## WORK TASK
Every line below is to be copied exactly, with the pictures left out.

____

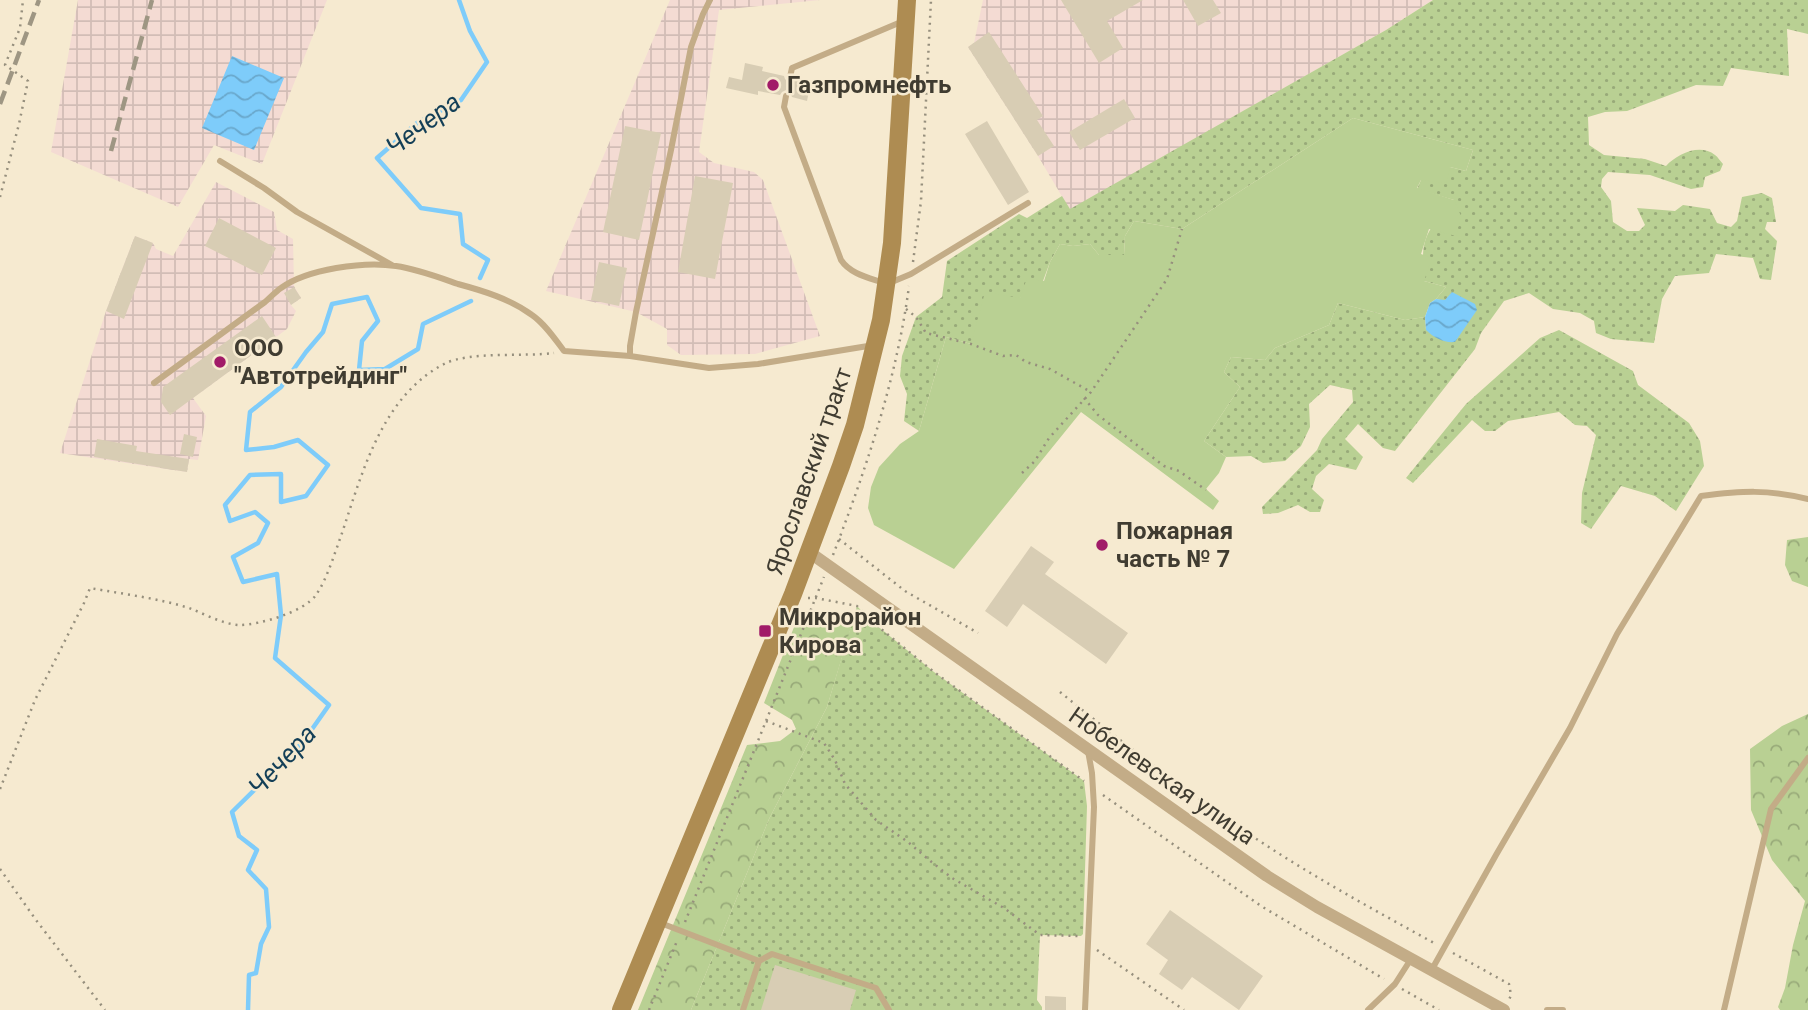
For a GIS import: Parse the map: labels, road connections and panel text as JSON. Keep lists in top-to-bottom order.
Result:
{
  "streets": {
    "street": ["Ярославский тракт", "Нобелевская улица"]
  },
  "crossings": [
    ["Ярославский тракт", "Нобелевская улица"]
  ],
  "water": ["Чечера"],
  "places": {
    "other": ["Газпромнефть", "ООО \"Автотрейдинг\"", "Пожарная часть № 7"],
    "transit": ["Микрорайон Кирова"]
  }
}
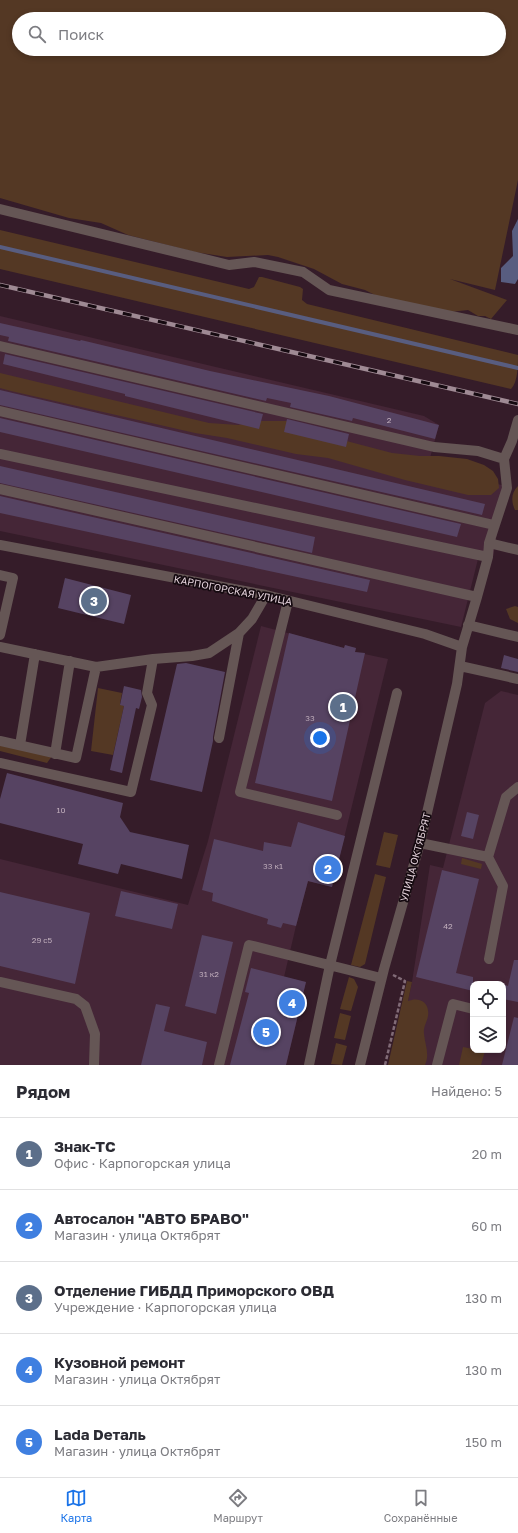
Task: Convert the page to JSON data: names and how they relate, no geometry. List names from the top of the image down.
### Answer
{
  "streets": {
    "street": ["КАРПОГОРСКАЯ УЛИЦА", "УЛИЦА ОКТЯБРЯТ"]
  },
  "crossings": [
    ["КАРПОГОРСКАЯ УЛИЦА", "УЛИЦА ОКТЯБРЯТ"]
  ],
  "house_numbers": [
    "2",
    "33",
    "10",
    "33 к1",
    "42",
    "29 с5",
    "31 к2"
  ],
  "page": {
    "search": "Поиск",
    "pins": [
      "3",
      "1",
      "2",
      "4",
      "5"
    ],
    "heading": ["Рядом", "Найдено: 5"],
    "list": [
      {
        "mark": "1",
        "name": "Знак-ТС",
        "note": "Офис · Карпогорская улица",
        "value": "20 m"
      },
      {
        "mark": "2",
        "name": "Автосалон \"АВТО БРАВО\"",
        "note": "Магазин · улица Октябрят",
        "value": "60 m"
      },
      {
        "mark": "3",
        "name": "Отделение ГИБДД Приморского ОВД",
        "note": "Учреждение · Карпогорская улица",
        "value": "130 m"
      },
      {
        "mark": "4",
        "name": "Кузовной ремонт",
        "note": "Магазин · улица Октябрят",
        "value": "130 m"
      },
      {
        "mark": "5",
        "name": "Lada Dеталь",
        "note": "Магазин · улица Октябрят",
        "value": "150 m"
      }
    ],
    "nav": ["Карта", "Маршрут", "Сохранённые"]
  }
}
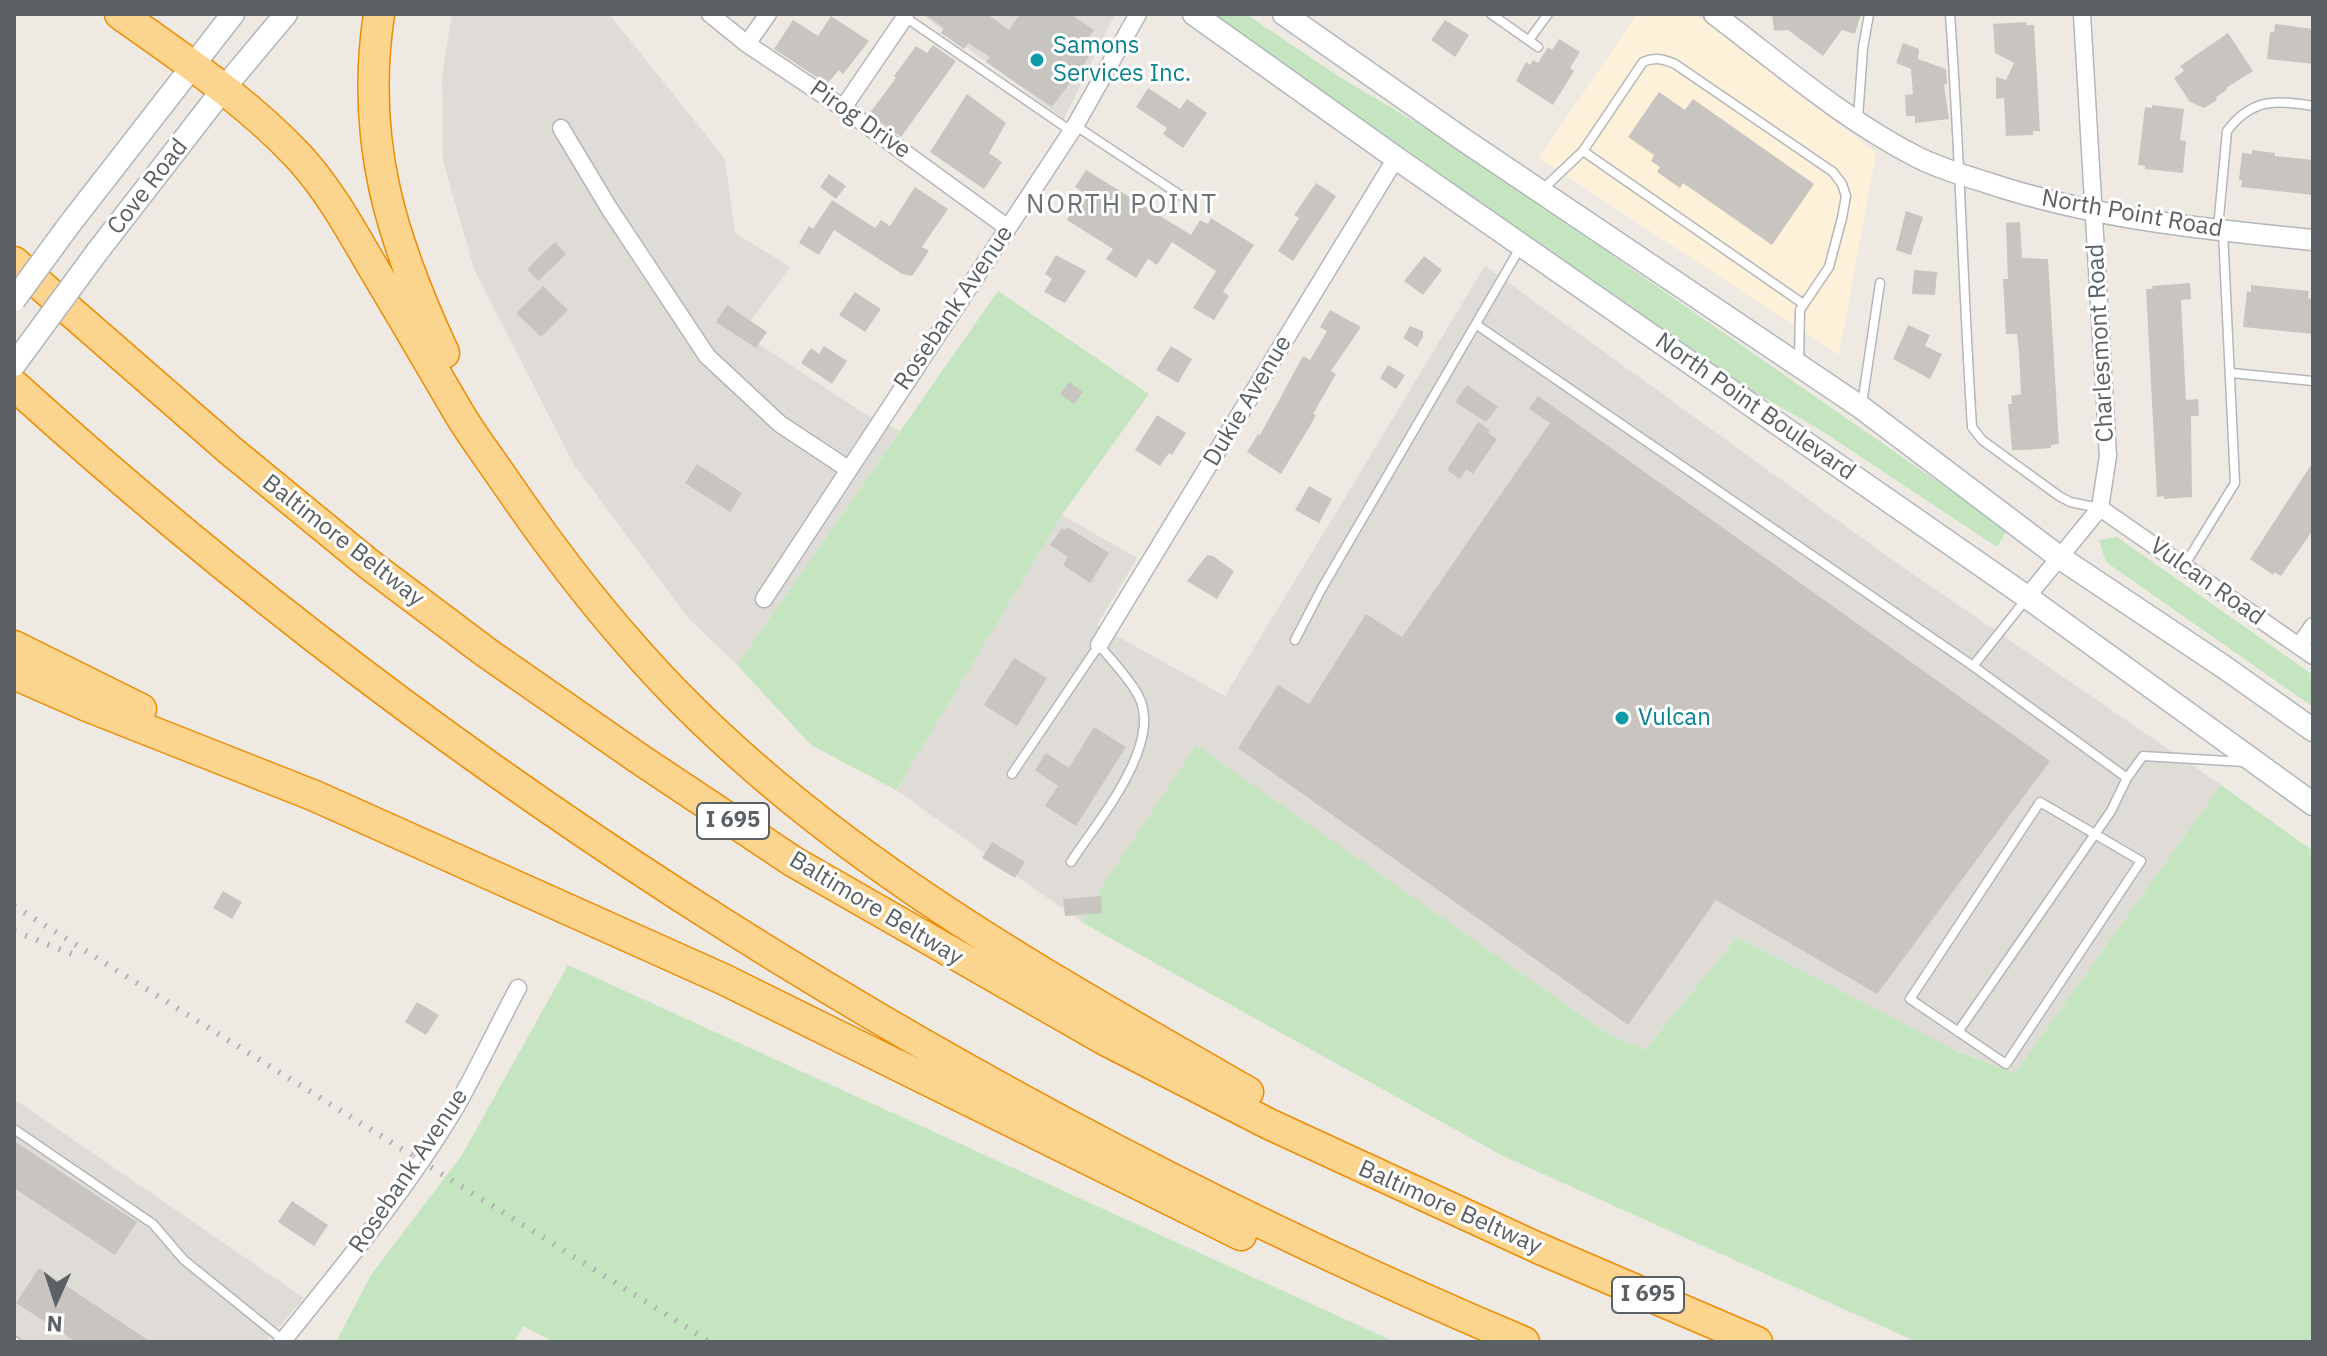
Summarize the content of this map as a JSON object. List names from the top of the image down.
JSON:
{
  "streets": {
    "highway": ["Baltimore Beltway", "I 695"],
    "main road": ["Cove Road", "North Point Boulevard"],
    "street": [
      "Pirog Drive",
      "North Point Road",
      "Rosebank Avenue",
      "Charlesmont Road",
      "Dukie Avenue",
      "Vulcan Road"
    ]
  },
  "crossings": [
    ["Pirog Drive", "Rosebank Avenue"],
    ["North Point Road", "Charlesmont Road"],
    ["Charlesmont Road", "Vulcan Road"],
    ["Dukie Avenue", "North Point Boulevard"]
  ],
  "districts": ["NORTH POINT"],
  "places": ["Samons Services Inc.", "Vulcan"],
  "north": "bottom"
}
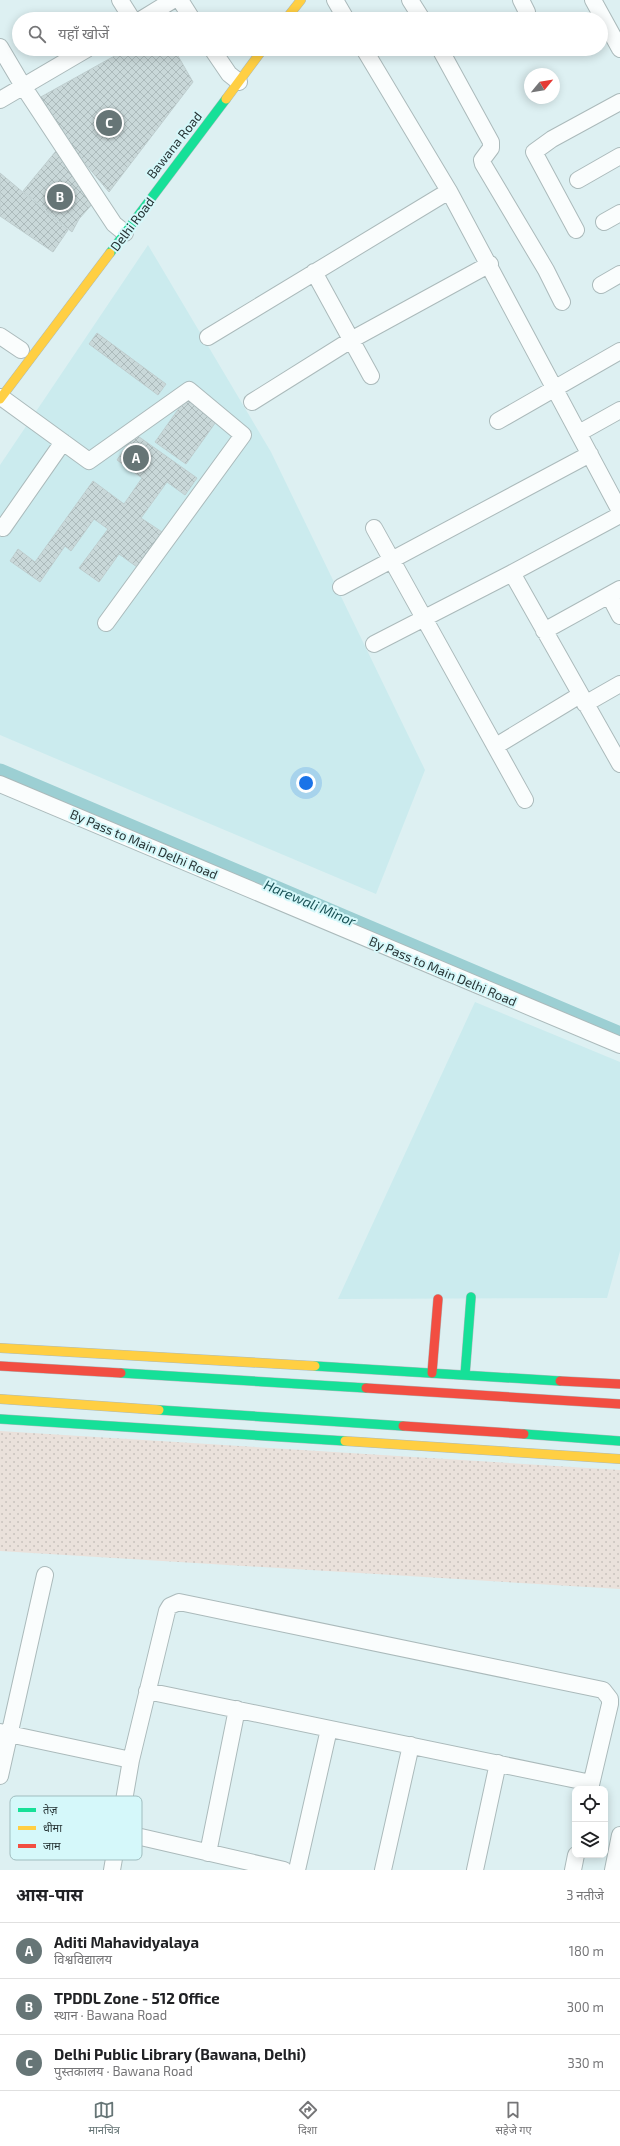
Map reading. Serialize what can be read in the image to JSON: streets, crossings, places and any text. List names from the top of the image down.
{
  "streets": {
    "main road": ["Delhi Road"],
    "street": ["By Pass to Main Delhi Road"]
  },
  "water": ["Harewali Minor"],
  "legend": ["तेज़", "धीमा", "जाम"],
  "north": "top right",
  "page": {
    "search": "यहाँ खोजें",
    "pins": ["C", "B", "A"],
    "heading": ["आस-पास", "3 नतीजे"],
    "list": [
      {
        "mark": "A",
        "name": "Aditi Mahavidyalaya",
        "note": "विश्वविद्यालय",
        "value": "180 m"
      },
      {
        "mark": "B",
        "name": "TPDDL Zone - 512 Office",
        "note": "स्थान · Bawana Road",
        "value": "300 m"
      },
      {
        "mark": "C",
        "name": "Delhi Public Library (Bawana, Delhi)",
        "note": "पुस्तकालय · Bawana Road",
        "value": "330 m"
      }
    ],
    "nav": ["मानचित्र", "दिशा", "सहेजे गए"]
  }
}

____

## WORKED SOLUTION
For a GIS import: Parse the map: labels, road connections and panel text as JSON. Keep lists in top-to-bottom order.
Result:
{
  "streets": {
    "street": ["Ярославский тракт", "Нобелевская улица"]
  },
  "crossings": [
    ["Ярославский тракт", "Нобелевская улица"]
  ],
  "water": ["Чечера"],
  "places": {
    "other": ["Газпромнефть", "ООО \"Автотрейдинг\"", "Пожарная часть № 7"],
    "transit": ["Микрорайон Кирова"]
  }
}
Task: Convert the page to JSON data: names and how they relate, no geometry. List names from the top of the image down.
### Answer
{
  "streets": {
    "street": ["КАРПОГОРСКАЯ УЛИЦА", "УЛИЦА ОКТЯБРЯТ"]
  },
  "crossings": [
    ["КАРПОГОРСКАЯ УЛИЦА", "УЛИЦА ОКТЯБРЯТ"]
  ],
  "house_numbers": [
    "2",
    "33",
    "10",
    "33 к1",
    "42",
    "29 с5",
    "31 к2"
  ],
  "page": {
    "search": "Поиск",
    "pins": [
      "3",
      "1",
      "2",
      "4",
      "5"
    ],
    "heading": ["Рядом", "Найдено: 5"],
    "list": [
      {
        "mark": "1",
        "name": "Знак-ТС",
        "note": "Офис · Карпогорская улица",
        "value": "20 m"
      },
      {
        "mark": "2",
        "name": "Автосалон \"АВТО БРАВО\"",
        "note": "Магазин · улица Октябрят",
        "value": "60 m"
      },
      {
        "mark": "3",
        "name": "Отделение ГИБДД Приморского ОВД",
        "note": "Учреждение · Карпогорская улица",
        "value": "130 m"
      },
      {
        "mark": "4",
        "name": "Кузовной ремонт",
        "note": "Магазин · улица Октябрят",
        "value": "130 m"
      },
      {
        "mark": "5",
        "name": "Lada Dеталь",
        "note": "Магазин · улица Октябрят",
        "value": "150 m"
      }
    ],
    "nav": ["Карта", "Маршрут", "Сохранённые"]
  }
}
Summarize the content of this map as a JSON object. List names from the top of the image down.
JSON:
{
  "streets": {
    "highway": ["Baltimore Beltway", "I 695"],
    "main road": ["Cove Road", "North Point Boulevard"],
    "street": [
      "Pirog Drive",
      "North Point Road",
      "Rosebank Avenue",
      "Charlesmont Road",
      "Dukie Avenue",
      "Vulcan Road"
    ]
  },
  "crossings": [
    ["Pirog Drive", "Rosebank Avenue"],
    ["North Point Road", "Charlesmont Road"],
    ["Charlesmont Road", "Vulcan Road"],
    ["Dukie Avenue", "North Point Boulevard"]
  ],
  "districts": ["NORTH POINT"],
  "places": ["Samons Services Inc.", "Vulcan"],
  "north": "bottom"
}
Map reading. Serialize what can be read in the image to JSON: streets, crossings, places and any text. List names from the top of the image down.
{
  "streets": {
    "main road": ["Delhi Road"],
    "street": ["By Pass to Main Delhi Road"]
  },
  "water": ["Harewali Minor"],
  "legend": ["तेज़", "धीमा", "जाम"],
  "north": "top right",
  "page": {
    "search": "यहाँ खोजें",
    "pins": ["C", "B", "A"],
    "heading": ["आस-पास", "3 नतीजे"],
    "list": [
      {
        "mark": "A",
        "name": "Aditi Mahavidyalaya",
        "note": "विश्वविद्यालय",
        "value": "180 m"
      },
      {
        "mark": "B",
        "name": "TPDDL Zone - 512 Office",
        "note": "स्थान · Bawana Road",
        "value": "300 m"
      },
      {
        "mark": "C",
        "name": "Delhi Public Library (Bawana, Delhi)",
        "note": "पुस्तकालय · Bawana Road",
        "value": "330 m"
      }
    ],
    "nav": ["मानचित्र", "दिशा", "सहेजे गए"]
  }
}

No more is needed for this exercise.